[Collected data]
------------------------------------------------

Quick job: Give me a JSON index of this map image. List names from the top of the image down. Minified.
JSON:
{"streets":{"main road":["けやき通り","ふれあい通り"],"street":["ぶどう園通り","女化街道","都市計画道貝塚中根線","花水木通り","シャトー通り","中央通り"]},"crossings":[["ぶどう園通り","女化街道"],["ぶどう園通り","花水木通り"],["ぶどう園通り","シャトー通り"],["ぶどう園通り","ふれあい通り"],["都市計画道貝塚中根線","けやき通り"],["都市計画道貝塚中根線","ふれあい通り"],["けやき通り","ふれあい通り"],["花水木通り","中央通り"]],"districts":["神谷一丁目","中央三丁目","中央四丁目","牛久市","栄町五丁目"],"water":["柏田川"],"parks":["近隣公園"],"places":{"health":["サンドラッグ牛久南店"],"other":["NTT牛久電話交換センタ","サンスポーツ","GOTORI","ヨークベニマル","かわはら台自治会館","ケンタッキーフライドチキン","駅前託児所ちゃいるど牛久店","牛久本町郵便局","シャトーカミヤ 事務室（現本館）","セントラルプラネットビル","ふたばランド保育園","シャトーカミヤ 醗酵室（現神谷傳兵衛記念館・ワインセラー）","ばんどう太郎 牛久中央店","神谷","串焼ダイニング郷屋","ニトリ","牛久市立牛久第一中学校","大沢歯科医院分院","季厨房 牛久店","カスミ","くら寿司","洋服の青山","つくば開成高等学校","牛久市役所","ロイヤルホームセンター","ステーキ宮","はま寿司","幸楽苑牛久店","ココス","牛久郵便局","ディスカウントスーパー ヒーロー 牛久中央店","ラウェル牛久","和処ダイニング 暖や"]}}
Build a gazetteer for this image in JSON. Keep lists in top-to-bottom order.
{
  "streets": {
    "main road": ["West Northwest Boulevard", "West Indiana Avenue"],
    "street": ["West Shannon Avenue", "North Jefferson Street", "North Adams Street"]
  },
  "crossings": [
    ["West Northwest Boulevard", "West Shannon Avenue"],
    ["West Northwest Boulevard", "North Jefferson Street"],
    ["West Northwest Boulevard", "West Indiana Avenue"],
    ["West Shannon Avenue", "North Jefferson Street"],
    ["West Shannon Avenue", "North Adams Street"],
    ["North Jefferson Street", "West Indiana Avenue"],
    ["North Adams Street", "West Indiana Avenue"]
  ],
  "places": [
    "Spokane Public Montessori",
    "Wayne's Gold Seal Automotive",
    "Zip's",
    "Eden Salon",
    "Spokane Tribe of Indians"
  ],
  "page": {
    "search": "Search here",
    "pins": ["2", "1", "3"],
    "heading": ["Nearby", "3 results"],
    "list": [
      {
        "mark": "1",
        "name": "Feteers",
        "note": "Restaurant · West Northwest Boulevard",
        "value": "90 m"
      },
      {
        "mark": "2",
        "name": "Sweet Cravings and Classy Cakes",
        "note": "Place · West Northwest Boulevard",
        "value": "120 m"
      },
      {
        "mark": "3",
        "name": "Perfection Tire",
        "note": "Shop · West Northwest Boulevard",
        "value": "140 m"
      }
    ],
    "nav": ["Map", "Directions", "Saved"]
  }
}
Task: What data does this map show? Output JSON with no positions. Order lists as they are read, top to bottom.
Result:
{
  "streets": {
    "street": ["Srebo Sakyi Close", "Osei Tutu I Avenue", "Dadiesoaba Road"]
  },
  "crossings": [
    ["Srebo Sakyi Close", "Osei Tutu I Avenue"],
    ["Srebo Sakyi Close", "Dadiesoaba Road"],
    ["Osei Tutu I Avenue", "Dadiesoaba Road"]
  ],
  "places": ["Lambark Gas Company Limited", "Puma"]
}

------------------------------------------------

### WHAT IS NEEDED
From the records above, copy out the line with "Build a gazetteer", the line with "Task: What data", and every line between them, word for word.

### SOLUTION TO THE PROBLEM
Build a gazetteer for this image in JSON. Keep lists in top-to-bottom order.
{
  "streets": {
    "main road": ["West Northwest Boulevard", "West Indiana Avenue"],
    "street": ["West Shannon Avenue", "North Jefferson Street", "North Adams Street"]
  },
  "crossings": [
    ["West Northwest Boulevard", "West Shannon Avenue"],
    ["West Northwest Boulevard", "North Jefferson Street"],
    ["West Northwest Boulevard", "West Indiana Avenue"],
    ["West Shannon Avenue", "North Jefferson Street"],
    ["West Shannon Avenue", "North Adams Street"],
    ["North Jefferson Street", "West Indiana Avenue"],
    ["North Adams Street", "West Indiana Avenue"]
  ],
  "places": [
    "Spokane Public Montessori",
    "Wayne's Gold Seal Automotive",
    "Zip's",
    "Eden Salon",
    "Spokane Tribe of Indians"
  ],
  "page": {
    "search": "Search here",
    "pins": ["2", "1", "3"],
    "heading": ["Nearby", "3 results"],
    "list": [
      {
        "mark": "1",
        "name": "Feteers",
        "note": "Restaurant · West Northwest Boulevard",
        "value": "90 m"
      },
      {
        "mark": "2",
        "name": "Sweet Cravings and Classy Cakes",
        "note": "Place · West Northwest Boulevard",
        "value": "120 m"
      },
      {
        "mark": "3",
        "name": "Perfection Tire",
        "note": "Shop · West Northwest Boulevard",
        "value": "140 m"
      }
    ],
    "nav": ["Map", "Directions", "Saved"]
  }
}
Task: What data does this map show? Output JSON with no positions. Order lists as they are read, top to bottom.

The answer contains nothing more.